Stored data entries
*** Block opens ***

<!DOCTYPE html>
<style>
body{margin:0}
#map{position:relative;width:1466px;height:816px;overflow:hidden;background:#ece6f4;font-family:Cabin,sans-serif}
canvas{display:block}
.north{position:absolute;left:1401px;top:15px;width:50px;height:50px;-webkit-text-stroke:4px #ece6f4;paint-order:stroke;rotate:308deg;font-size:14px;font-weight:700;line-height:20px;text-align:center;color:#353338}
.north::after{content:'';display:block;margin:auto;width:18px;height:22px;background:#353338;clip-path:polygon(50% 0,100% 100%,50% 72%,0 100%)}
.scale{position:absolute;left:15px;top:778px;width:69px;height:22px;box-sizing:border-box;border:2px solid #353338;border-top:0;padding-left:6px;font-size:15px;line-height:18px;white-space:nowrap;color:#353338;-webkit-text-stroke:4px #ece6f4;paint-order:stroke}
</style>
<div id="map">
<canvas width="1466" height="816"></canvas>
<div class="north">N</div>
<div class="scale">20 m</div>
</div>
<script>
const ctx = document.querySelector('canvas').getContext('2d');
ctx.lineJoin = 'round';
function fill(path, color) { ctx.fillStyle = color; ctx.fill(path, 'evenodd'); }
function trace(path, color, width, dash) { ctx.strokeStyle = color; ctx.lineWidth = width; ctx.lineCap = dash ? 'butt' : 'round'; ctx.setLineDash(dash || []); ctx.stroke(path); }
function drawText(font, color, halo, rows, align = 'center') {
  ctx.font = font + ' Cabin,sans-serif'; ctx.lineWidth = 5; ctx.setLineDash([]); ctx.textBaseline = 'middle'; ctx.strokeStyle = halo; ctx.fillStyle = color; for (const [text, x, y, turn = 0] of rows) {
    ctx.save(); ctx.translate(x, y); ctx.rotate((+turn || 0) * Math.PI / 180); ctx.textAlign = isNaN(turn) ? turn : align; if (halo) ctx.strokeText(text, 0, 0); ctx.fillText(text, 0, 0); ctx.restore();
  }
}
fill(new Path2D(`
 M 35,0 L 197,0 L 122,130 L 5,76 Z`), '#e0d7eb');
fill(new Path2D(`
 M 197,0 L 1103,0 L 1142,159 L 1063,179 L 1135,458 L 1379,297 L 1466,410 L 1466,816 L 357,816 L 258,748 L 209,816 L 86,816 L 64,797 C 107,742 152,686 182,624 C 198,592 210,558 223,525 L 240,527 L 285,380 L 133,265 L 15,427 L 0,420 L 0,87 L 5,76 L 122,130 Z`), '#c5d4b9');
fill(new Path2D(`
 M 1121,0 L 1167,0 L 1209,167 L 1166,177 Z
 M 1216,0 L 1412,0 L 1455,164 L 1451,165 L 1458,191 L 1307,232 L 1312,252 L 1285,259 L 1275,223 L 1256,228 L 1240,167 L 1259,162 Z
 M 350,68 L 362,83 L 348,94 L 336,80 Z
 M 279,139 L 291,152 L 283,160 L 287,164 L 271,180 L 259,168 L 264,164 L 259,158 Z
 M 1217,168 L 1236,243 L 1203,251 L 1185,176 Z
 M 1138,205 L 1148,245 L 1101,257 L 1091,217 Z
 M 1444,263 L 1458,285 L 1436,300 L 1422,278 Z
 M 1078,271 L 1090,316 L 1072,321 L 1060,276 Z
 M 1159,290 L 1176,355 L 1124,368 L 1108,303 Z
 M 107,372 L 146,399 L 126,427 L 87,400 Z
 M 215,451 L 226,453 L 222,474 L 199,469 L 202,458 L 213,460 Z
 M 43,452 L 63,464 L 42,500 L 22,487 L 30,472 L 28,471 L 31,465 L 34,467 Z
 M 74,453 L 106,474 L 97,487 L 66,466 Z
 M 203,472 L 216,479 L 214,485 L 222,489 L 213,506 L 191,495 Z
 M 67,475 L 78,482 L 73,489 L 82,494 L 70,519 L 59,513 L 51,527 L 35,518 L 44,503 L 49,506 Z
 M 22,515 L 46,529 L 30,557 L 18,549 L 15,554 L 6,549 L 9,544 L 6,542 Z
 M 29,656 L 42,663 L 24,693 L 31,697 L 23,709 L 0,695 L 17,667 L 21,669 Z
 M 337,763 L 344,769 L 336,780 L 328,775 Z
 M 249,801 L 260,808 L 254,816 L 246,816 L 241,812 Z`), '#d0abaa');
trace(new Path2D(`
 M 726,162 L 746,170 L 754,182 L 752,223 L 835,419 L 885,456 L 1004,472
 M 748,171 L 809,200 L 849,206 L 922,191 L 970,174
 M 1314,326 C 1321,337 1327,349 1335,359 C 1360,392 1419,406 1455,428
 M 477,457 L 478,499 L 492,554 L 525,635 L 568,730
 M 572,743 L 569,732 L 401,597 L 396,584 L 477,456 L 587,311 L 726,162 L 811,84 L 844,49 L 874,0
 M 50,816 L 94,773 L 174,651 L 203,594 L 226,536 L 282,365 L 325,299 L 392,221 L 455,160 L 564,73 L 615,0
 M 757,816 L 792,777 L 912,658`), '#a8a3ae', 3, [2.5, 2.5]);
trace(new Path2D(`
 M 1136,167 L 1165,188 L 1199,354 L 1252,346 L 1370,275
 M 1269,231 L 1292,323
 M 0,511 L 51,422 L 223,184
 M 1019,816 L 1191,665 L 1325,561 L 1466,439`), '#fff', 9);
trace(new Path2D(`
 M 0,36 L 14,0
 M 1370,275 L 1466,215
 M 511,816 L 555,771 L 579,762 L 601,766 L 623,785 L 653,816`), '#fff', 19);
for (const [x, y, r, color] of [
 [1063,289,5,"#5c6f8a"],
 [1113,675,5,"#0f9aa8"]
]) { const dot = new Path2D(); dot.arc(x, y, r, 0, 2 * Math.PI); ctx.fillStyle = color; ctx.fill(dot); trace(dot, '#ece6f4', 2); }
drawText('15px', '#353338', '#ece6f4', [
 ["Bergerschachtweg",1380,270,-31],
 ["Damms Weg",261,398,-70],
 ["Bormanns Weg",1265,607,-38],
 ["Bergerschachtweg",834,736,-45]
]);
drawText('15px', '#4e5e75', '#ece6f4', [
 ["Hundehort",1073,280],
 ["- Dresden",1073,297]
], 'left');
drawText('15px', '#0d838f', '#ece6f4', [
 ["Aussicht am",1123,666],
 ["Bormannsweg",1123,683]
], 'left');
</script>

*** Block closes ***

Work task
Look through the entries above; copy each line where the string "turn" appears.

Response area
  ctx.font = font + ' Cabin,sans-serif'; ctx.lineWidth = 5; ctx.setLineDash([]); ctx.textBaseline = 'middle'; ctx.strokeStyle = halo; ctx.fillStyle = color; for (const [text, x, y, turn = 0] of rows) {
    ctx.save(); ctx.translate(x, y); ctx.rotate((+turn || 0) * Math.PI / 180); ctx.textAlign = isNaN(turn) ? turn : align; if (halo) ctx.strokeText(text, 0, 0); ctx.fillText(text, 0, 0); ctx.restore();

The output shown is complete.